3.2. Voor zover middel II zich tegen dit oordeel richt, faalt het. Het Hof is kennelijk en terecht ervan uitgegaan dat bij de bepaling van de omvang van een ter zake van de over het onderhavige jaar verschuldigde loonbelasting te vormen voorziening rekening moet worden gehouden met alle feiten en omstandigheden die een licht werpen op die materieel verschuldigde loonbelasting, ook indien deze feiten en omstandigheden na het opmaken van de fiscale balans over het onderhavige jaar maar vóór het definitief vaststaan van de aanslag vennootschapsbelasting over dat jaar bekend worden.
3.3. Voor zover middel II een beroep doet op punt 14 van het Besluit van de Staatssecretaris van Financiën van 11 november 2004, nr. CPP 2004/814M, BNB 2005/48, faalt het eveneens, aangezien het Besluit voor het onderhavige jaar geen hogere voorziening toestaat dan uit het hiervoor in 3.2 overwogene volgt.
3.4. De middelen I en III kunnen evenmin tot cassatie leiden.
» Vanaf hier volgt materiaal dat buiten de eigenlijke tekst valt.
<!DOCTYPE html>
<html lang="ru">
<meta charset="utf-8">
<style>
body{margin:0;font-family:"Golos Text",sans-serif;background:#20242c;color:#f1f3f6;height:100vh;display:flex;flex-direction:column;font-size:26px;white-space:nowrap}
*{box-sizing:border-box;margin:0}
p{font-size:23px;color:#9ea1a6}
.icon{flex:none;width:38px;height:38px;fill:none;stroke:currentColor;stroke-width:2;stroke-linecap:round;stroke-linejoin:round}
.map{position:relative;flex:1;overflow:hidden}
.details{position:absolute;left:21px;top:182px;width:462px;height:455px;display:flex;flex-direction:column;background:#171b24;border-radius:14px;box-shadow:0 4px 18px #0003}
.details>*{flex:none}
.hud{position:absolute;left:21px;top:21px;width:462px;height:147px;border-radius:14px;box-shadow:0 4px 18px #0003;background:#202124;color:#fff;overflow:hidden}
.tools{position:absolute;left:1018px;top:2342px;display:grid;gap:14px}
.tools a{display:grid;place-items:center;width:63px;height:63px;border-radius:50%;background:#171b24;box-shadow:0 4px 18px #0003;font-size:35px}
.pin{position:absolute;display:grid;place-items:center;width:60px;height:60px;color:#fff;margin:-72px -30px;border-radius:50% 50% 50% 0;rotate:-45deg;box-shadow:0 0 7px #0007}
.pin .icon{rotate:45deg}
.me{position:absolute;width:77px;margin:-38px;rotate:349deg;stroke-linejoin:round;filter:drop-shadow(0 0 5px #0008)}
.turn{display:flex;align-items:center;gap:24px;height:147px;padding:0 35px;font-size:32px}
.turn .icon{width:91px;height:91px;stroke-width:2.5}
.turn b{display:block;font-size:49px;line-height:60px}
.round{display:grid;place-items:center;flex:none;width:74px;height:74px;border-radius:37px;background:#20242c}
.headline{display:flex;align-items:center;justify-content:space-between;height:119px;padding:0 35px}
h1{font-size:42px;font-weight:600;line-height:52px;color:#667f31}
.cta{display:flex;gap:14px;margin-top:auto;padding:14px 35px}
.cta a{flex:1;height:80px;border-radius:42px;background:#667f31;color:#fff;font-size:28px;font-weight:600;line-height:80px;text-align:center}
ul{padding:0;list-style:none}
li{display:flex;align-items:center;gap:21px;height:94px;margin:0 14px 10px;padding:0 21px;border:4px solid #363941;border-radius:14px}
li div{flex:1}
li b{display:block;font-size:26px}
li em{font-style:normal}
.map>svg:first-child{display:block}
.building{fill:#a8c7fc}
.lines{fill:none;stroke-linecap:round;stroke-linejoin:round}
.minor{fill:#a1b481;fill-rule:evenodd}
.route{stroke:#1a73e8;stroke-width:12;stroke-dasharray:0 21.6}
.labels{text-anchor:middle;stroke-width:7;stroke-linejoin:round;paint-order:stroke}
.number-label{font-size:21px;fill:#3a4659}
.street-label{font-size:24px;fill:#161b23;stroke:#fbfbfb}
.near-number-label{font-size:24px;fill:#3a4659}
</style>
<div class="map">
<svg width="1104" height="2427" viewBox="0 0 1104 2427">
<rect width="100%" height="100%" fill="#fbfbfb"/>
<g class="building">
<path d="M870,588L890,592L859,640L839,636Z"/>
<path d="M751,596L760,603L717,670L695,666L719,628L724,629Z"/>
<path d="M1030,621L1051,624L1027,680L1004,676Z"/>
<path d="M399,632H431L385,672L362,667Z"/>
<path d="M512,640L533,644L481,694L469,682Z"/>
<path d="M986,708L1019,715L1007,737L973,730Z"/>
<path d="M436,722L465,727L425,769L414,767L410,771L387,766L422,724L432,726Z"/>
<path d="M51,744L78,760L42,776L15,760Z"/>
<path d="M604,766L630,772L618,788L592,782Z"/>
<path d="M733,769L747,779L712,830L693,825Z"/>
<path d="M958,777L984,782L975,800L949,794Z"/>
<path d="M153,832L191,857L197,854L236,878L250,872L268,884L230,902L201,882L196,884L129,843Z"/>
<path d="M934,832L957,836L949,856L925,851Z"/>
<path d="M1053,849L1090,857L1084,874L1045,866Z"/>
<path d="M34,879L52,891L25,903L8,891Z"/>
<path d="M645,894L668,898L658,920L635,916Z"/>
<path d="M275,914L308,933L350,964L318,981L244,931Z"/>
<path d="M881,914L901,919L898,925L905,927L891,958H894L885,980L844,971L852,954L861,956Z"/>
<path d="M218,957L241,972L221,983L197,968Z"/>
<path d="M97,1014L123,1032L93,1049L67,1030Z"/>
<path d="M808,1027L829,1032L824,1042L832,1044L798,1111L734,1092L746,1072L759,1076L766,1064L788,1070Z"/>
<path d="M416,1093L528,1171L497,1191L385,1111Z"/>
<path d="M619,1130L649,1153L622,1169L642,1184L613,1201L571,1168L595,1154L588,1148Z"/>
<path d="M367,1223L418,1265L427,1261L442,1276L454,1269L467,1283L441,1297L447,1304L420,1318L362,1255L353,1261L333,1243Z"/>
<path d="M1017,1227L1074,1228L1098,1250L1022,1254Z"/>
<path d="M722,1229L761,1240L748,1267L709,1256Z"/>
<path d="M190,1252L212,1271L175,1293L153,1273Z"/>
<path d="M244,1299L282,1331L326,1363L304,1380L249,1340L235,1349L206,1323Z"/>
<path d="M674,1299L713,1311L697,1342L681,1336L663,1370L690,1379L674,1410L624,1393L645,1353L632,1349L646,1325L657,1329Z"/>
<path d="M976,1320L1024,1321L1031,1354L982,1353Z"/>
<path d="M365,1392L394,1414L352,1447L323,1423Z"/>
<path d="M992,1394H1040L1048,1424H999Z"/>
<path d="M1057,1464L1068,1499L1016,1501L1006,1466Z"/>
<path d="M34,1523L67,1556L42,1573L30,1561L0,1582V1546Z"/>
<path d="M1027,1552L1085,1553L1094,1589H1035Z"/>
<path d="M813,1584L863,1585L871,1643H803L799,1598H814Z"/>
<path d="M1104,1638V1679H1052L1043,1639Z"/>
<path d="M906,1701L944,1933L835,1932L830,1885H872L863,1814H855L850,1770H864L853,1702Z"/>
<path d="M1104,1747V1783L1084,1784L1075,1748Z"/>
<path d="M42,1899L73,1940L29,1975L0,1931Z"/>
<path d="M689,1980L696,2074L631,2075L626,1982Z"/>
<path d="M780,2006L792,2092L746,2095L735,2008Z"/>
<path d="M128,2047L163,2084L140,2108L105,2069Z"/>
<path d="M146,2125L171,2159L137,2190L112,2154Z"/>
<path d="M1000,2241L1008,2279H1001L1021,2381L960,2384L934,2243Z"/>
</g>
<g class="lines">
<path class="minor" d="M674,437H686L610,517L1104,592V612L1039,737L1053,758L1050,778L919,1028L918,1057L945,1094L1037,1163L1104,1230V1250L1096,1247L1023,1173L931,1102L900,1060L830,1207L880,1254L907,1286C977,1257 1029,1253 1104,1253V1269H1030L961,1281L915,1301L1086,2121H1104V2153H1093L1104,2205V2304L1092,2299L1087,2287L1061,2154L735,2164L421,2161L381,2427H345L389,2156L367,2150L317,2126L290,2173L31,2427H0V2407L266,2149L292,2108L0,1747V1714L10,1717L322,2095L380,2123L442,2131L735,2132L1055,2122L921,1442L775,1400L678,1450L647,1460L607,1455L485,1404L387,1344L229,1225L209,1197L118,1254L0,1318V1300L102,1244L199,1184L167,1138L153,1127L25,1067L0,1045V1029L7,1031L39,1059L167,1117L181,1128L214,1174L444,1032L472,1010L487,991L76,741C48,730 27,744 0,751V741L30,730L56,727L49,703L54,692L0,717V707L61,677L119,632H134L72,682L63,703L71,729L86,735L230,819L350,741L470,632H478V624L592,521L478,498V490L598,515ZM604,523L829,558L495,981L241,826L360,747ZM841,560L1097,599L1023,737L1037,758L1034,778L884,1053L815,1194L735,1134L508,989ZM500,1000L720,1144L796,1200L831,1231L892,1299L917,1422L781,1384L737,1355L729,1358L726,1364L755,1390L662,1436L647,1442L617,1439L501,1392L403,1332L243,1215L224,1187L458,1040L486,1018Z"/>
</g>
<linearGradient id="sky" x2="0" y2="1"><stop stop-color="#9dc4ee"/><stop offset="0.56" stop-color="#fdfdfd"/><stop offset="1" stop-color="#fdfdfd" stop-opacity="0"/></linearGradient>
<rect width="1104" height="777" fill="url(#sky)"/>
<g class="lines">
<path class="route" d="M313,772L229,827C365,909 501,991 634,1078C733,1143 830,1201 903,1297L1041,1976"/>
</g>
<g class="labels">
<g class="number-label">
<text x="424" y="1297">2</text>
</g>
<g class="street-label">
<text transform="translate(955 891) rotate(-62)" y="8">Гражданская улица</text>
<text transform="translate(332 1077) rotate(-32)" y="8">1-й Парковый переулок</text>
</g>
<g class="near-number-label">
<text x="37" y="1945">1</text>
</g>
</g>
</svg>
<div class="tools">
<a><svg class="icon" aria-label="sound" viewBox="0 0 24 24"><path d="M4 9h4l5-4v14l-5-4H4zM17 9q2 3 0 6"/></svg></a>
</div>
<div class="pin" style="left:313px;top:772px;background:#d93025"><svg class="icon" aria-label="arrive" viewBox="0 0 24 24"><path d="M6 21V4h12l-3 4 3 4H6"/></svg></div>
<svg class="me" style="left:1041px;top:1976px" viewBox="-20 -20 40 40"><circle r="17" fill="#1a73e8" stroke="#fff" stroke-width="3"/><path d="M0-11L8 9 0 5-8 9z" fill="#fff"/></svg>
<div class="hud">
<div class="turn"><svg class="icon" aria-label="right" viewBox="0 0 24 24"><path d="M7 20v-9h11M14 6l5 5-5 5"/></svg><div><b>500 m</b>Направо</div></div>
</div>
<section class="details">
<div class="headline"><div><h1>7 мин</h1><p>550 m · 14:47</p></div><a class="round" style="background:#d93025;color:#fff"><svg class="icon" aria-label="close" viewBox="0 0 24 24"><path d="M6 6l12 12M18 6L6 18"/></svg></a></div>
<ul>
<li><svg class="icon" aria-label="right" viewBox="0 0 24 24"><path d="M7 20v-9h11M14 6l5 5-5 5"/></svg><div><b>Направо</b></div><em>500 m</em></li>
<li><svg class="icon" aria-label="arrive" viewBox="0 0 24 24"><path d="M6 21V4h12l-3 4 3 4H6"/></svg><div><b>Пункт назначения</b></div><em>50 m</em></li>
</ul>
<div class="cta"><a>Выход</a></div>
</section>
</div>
Zulks behoeft, gezien artikel 81 van de Wet op de rechterlijke organisatie, geen nadere motivering, nu die middelen niet nopen tot beantwoording van rechtsvragen in het belang van de rechtseenheid of de rechtsontwikkeling.
4. Proceskosten
De Hoge Raad acht geen termen aanwezig voor een veroordeling in de proceskosten.
5. Beslissing
De Hoge Raad verklaart het beroep ongegrond.
Dit arrest is gewezen door de raadsheer P.J. van Amersfoort als voorzitter, en de raadsheren C.B. Bavinck en A.R. Leemreis, in tegenwoordigheid van de waarnemend griffier E. Cichowski, en in het openbaar uitgesproken op 11 april 2008.